Dreiser had an enormous influence on the generation that followed his. In his tribute "Dreiser" from Horses and Men (1923), Sherwood Anderson writes:
Alfred Kazin characterized Dreiser as "stronger than all the others of his time, and at the same time more poignant; greater than the world he has described, but as significant as the people in it," while Larzer Ziff (UC Berkeley) remarked that Dreiser "succeeded beyond any of his predecessors or successors in producing a great American business novel."

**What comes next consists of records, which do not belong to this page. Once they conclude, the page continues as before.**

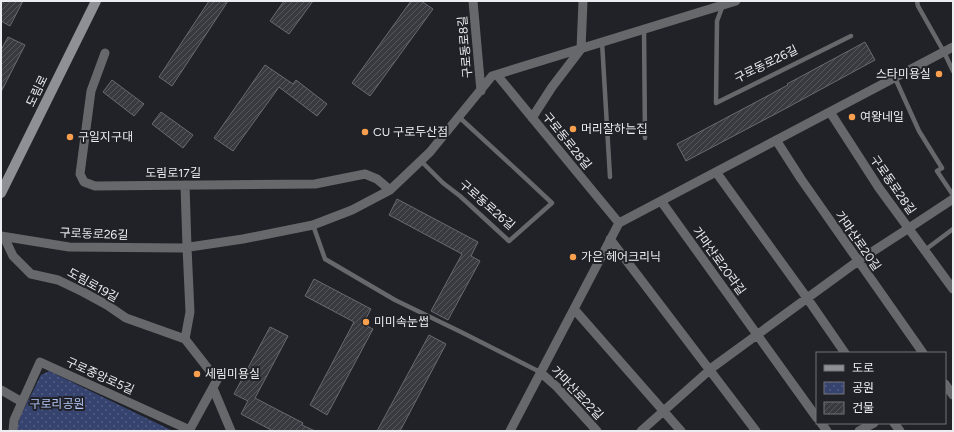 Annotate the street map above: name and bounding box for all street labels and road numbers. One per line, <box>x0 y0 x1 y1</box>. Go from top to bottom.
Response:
street label: 구로동로8길 <box>455 15 475 79</box>
street label: 구로동로26길 <box>732 43 800 85</box>
street label: 도림로 <box>23 73 51 109</box>
street label: 구로동로28길 <box>540 110 594 172</box>
street label: 구로동로28길 <box>867 153 919 217</box>
street label: 도림로17길 <box>145 166 201 180</box>
street label: 구로동로26길 <box>456 177 518 233</box>
street label: 가마산로20길 <box>832 208 884 274</box>
street label: 가마산로20라길 <box>690 224 748 298</box>
street label: 구로동로26길 <box>59 226 129 242</box>
street label: 도림로19길 <box>65 265 121 305</box>
street label: 구로중앙로5길 <box>64 355 136 397</box>
street label: 가마산로22길 <box>548 363 606 423</box> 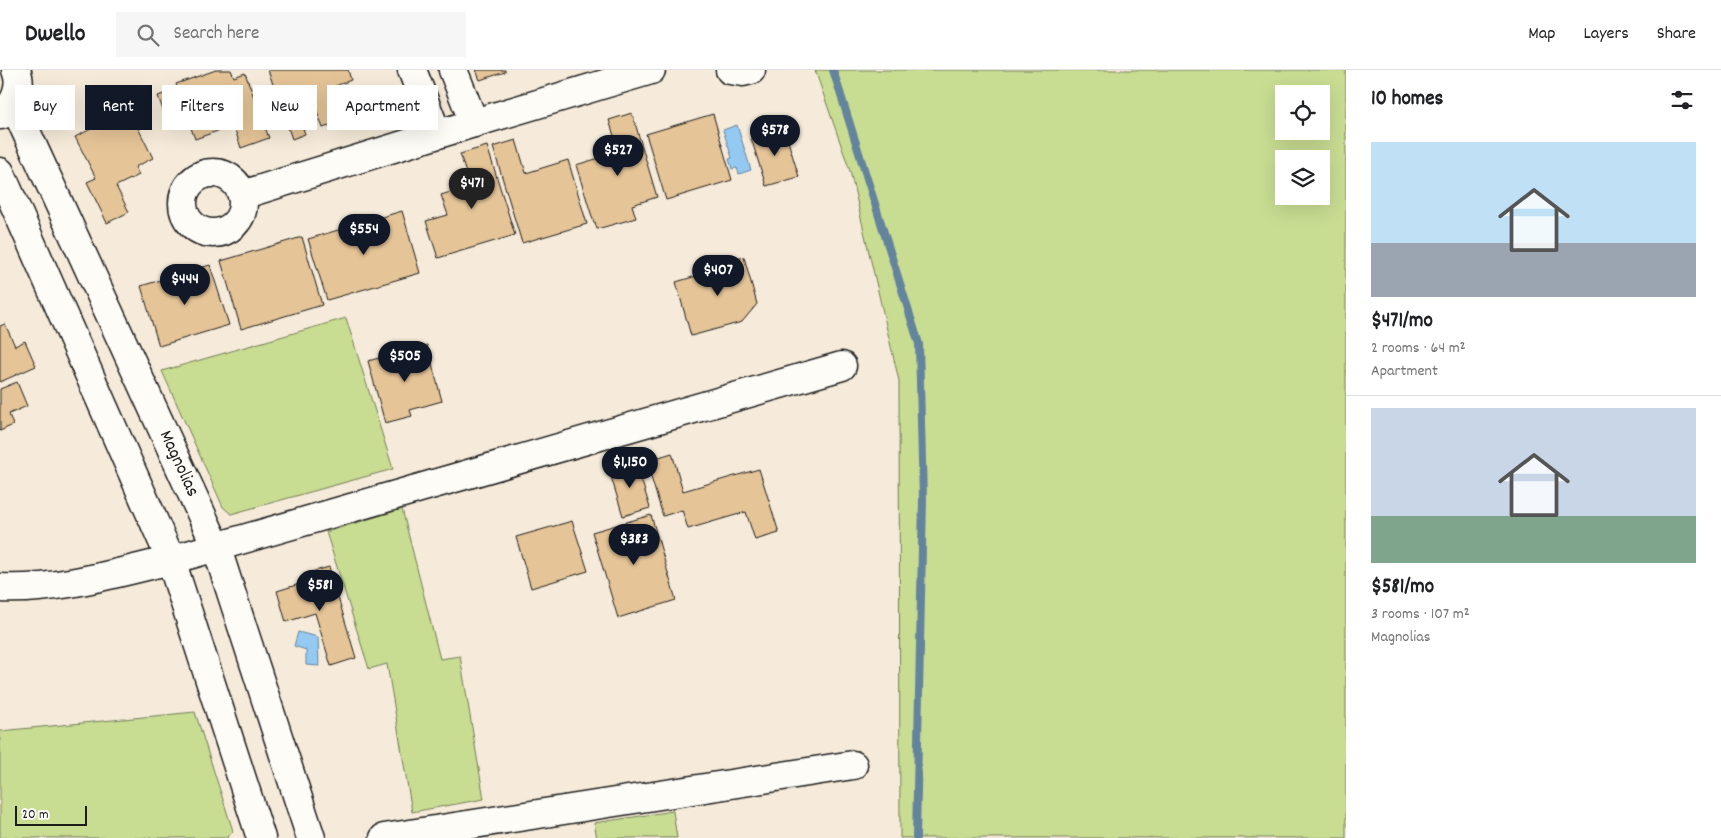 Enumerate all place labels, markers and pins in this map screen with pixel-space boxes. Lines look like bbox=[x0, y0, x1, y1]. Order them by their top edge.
pin: $578 bbox=[745, 114, 805, 157]
pin: $527 bbox=[588, 134, 648, 177]
pin: $471 bbox=[442, 168, 502, 210]
pin: $554 bbox=[334, 214, 394, 256]
pin: $407 bbox=[688, 254, 748, 297]
pin: $444 bbox=[155, 264, 215, 306]
pin: $505 bbox=[375, 340, 435, 383]
pin: $1,150 bbox=[589, 446, 671, 489]
pin: $383 bbox=[604, 524, 664, 566]
pin: $581 bbox=[290, 570, 350, 612] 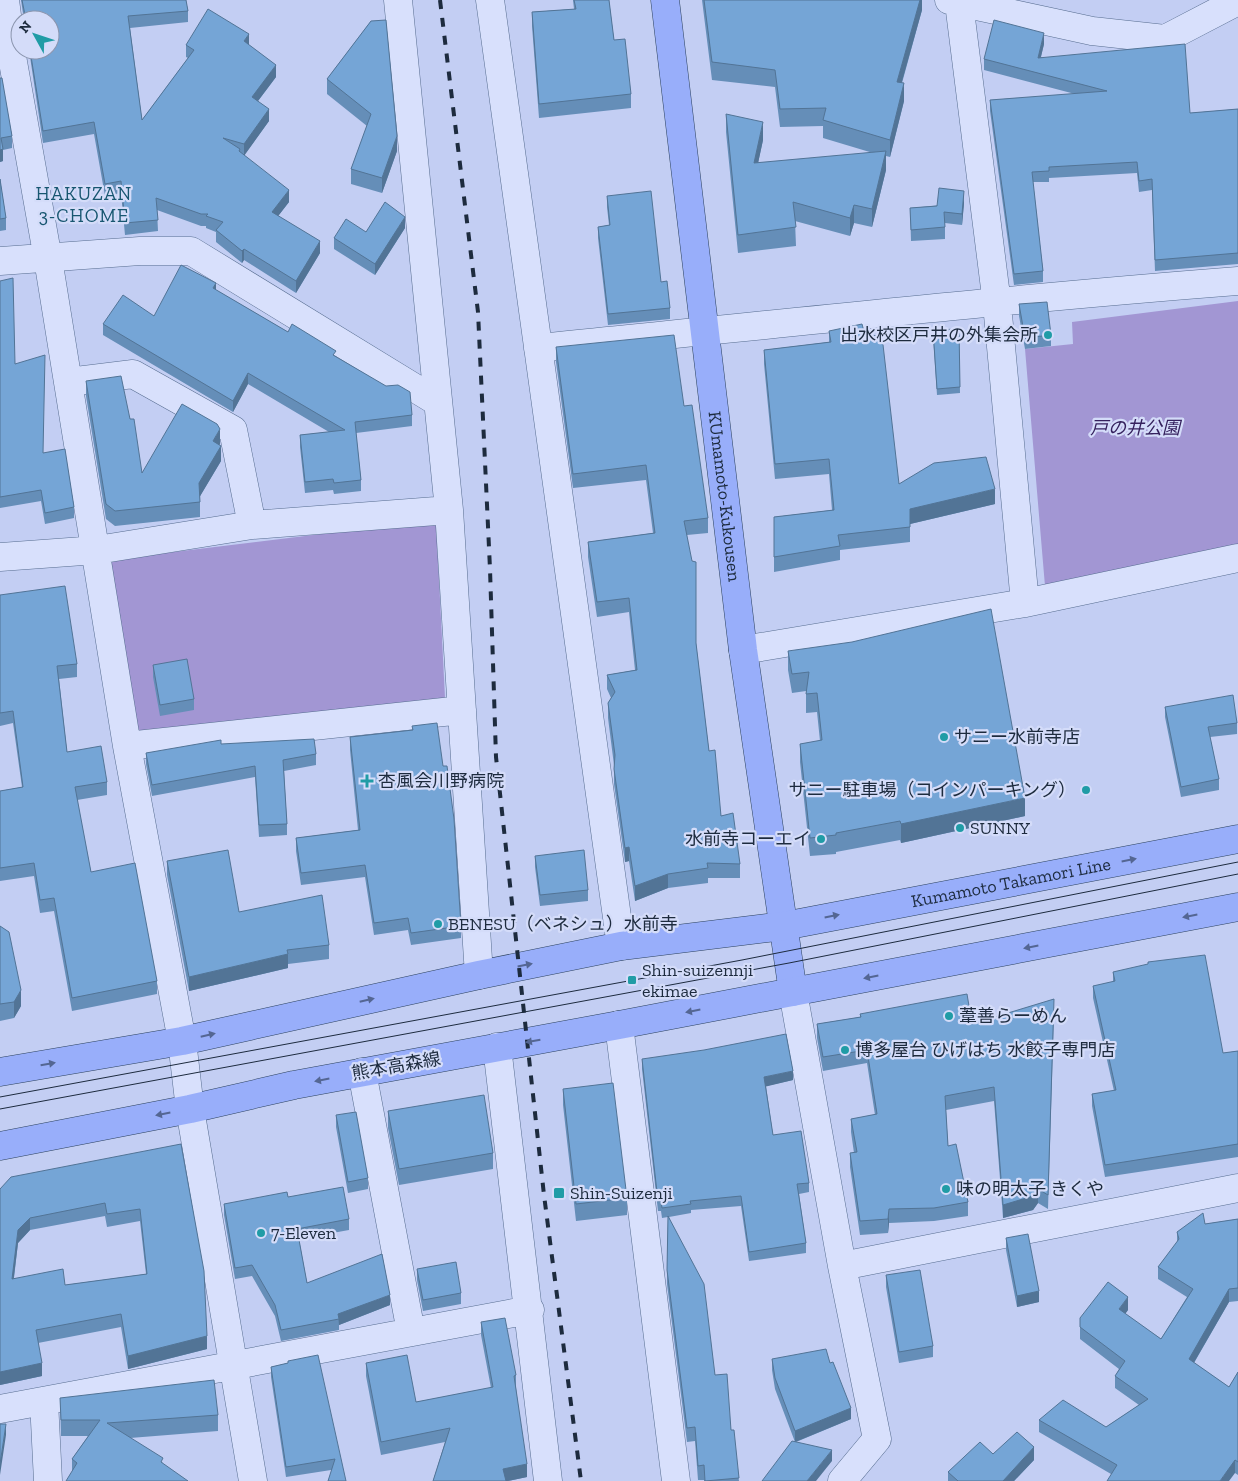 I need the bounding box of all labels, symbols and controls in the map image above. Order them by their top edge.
north arrow [10,10,60,60]
text: N [15,17,36,37]
district label: HAKUZAN 3-CHOME [36,182,132,227]
place label: 出水校区戸井の外集会所 [840,324,1038,346]
marker: 出水校区戸井の外集会所 [1042,329,1054,341]
street label: KUmamoto-Kukousen [703,410,746,584]
park label: 戸の井公園 [1090,417,1183,439]
place label: サニー水前寺店 [954,726,1080,748]
marker: サニー水前寺店 [938,731,950,743]
place label: 杏風会川野病院 [378,770,504,792]
marker: 杏風会川野病院 [360,774,374,788]
place label: サニー駐車場（コインパーキング） [789,779,1076,801]
marker: サニー駐車場（コインパーキング） [1080,784,1092,796]
place label: SUNNY [970,817,1030,839]
marker: SUNNY [954,822,966,834]
place label: 水前寺コーエイ [685,828,811,850]
marker: 水前寺コーエイ [815,833,827,845]
street label: Kumamoto Takamori Line [909,853,1113,912]
one-way arrow [1122,855,1138,863]
one-way arrow [825,912,841,920]
one-way arrow [1182,912,1198,920]
place label: BENESU（ベネシュ）水前寺 [448,913,678,935]
marker: BENESU（ベネシュ）水前寺 [432,918,444,930]
one-way arrow [1022,943,1038,951]
place label: Shin-suizennji ekimae [642,959,753,1002]
one-way arrow [518,961,534,969]
marker: Shin-suizennji ekimae [626,974,638,986]
one-way arrow [863,974,879,982]
one-way arrow [359,996,374,1004]
place label: 葦善らーめん [959,1005,1067,1027]
one-way arrow [685,1008,701,1016]
marker: 葦善らーめん [943,1010,955,1022]
one-way arrow [200,1031,215,1039]
one-way arrow [525,1037,541,1045]
place label: 博多屋台 ひげはち 水餃子専門店 [855,1039,1115,1061]
marker: 博多屋台 ひげはち 水餃子専門店 [839,1044,851,1056]
street label: 熊本高森線 [350,1047,442,1085]
one-way arrow [40,1059,56,1067]
one-way arrow [313,1076,329,1084]
one-way arrow [155,1110,171,1118]
place label: 味の明太子 きくや [956,1178,1104,1200]
place label: Shin-Suizenji [570,1182,673,1204]
marker: 味の明太子 きくや [940,1183,952,1195]
marker: Shin-Suizenji [552,1186,566,1200]
place label: 7-Eleven [271,1222,337,1244]
marker: 7-Eleven [255,1227,267,1239]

Renowned mid-century literary critic Irving Howe spoke of Dreiser as "among the American giants, one of the very few American giants we have had."[14] A British view of Dreiser came from the publisher Rupert Hart-Davis: "Theodore Dreiser's books are enough to stop me in my tracks, never mind his letters — that slovenly turgid style describing endless business deals, with a seduction every hundred pages as light relief. If he's the great American novelist, give me the Marx Brothers every time."[15]
One of Dreiser's strongest champions during his lifetime, H.L. Mencken, declared "that he is a great artist, and that no other American of his generation left so wide and handsome a mark upon the national letters. American writing, before and after his time, differed almost as much as biology before and after Darwin. He was a man of large originality, of profound feeling, and of unshakable courage. All of us who write are better off because he lived, worked, and hoped."[16]
Dreiser's great theme was the tremendous tensions that can arise among ambition, desire, and social mores.[17]
In 2008, the Library of America selected Dreiser’s article “Dreiser Sees Error in Edwards Defense” for inclusion in its two-century retrospective of American True Crime.